* [What is expected]: Go through the records and set each one down exactly, skipping any picture.

Saved entries:

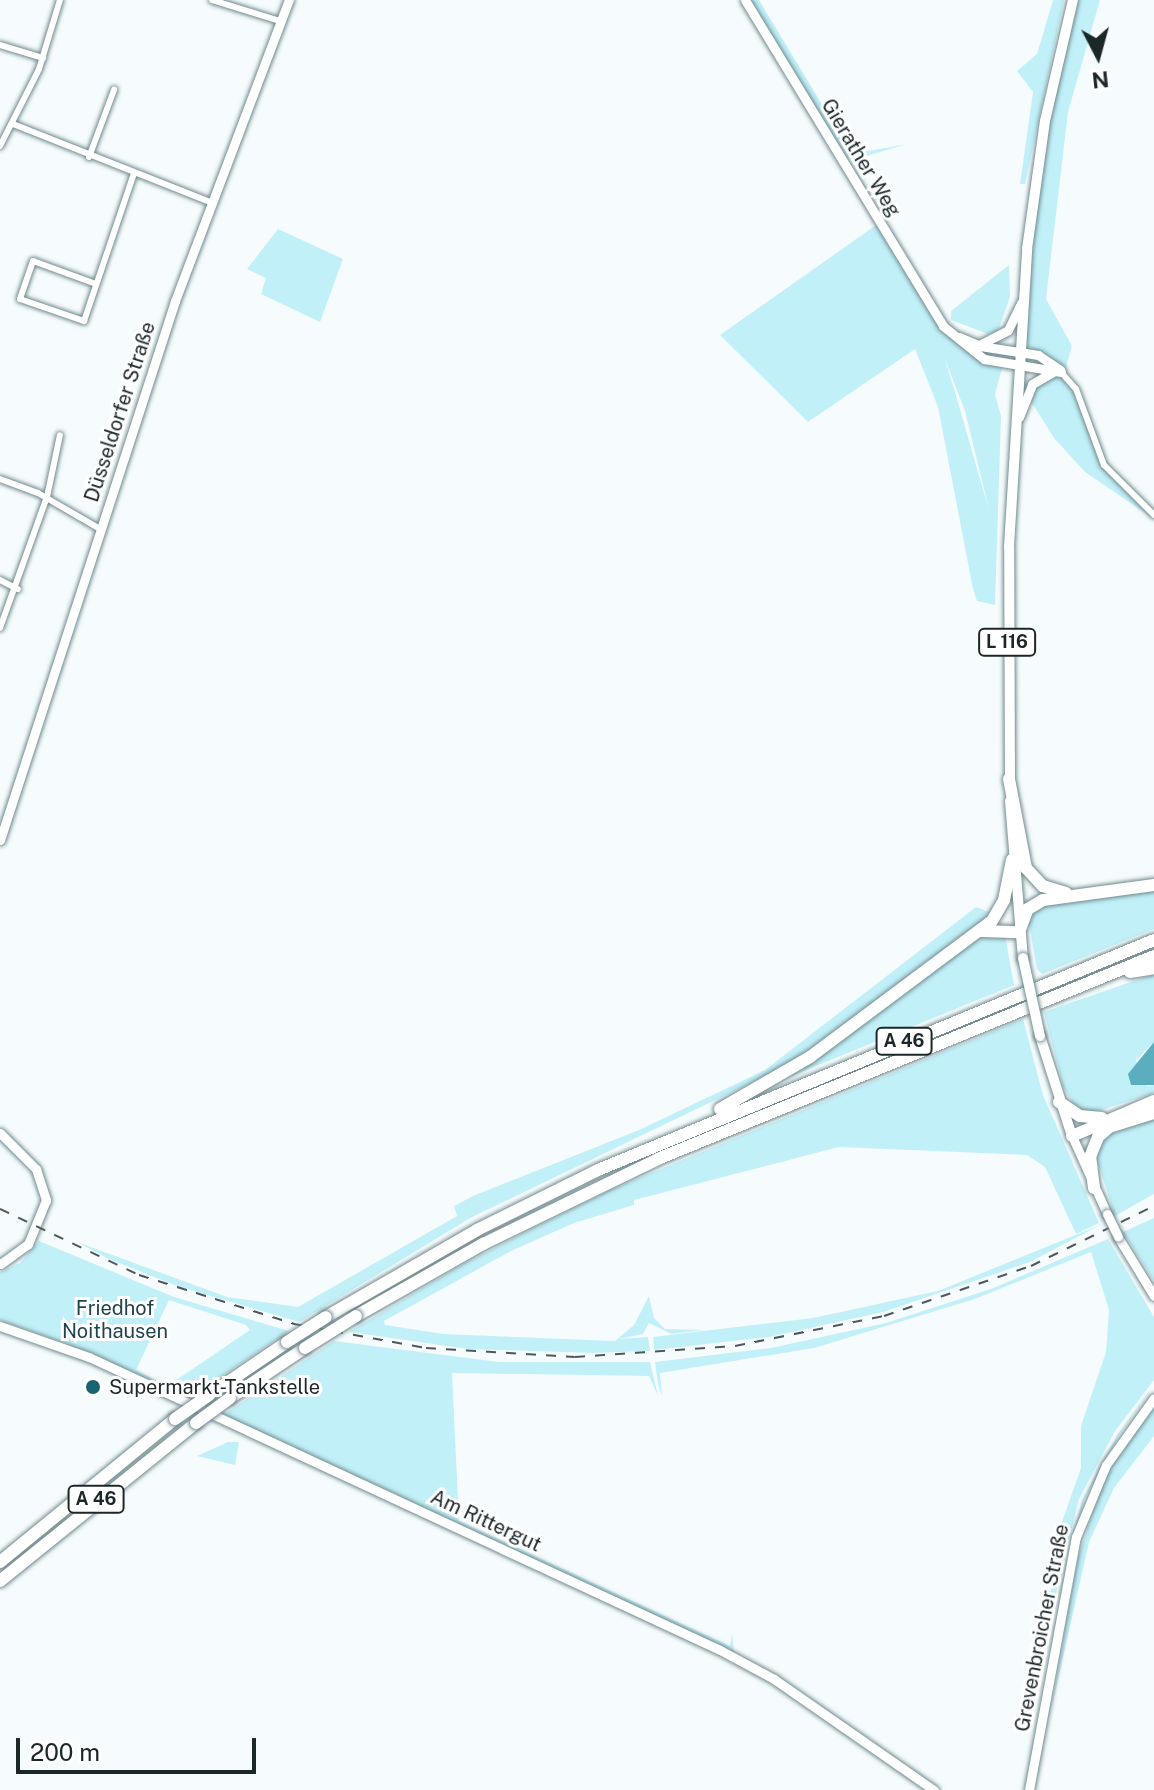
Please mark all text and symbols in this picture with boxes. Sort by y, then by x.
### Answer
north arrow [1058,16,1138,96]
text: N [1091,66,1110,94]
street label: Gierather Weg [816,94,906,222]
street label: Düsseldorfer Straße [80,319,160,505]
road number: L 116 [977,628,1037,656]
road number: A 46 [874,1027,934,1055]
park label: Friedhof Noithausen [62,1296,168,1343]
place label: Supermarkt-Tankstelle [109,1375,320,1399]
marker: Supermarkt-Tankstelle [84,1378,102,1396]
road number: A 46 [66,1485,126,1513]
street label: Am Rittergut [427,1485,545,1557]
street label: Grevenbroicher Straße [1010,1522,1074,1734]
scale bar [20,1722,260,1772]
text: 200 m [30,1738,100,1766]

* [Output of the exercise]:
Please mark all text and symbols in this picture with boxes. Sort by y, then by x.
### Answer
north arrow [1058,16,1138,96]
text: N [1091,66,1110,94]
street label: Gierather Weg [816,94,906,222]
street label: Düsseldorfer Straße [80,319,160,505]
road number: L 116 [977,628,1037,656]
road number: A 46 [874,1027,934,1055]
park label: Friedhof Noithausen [62,1296,168,1343]
place label: Supermarkt-Tankstelle [109,1375,320,1399]
marker: Supermarkt-Tankstelle [84,1378,102,1396]
road number: A 46 [66,1485,126,1513]
street label: Am Rittergut [427,1485,545,1557]
street label: Grevenbroicher Straße [1010,1522,1074,1734]
scale bar [20,1722,260,1772]
text: 200 m [30,1738,100,1766]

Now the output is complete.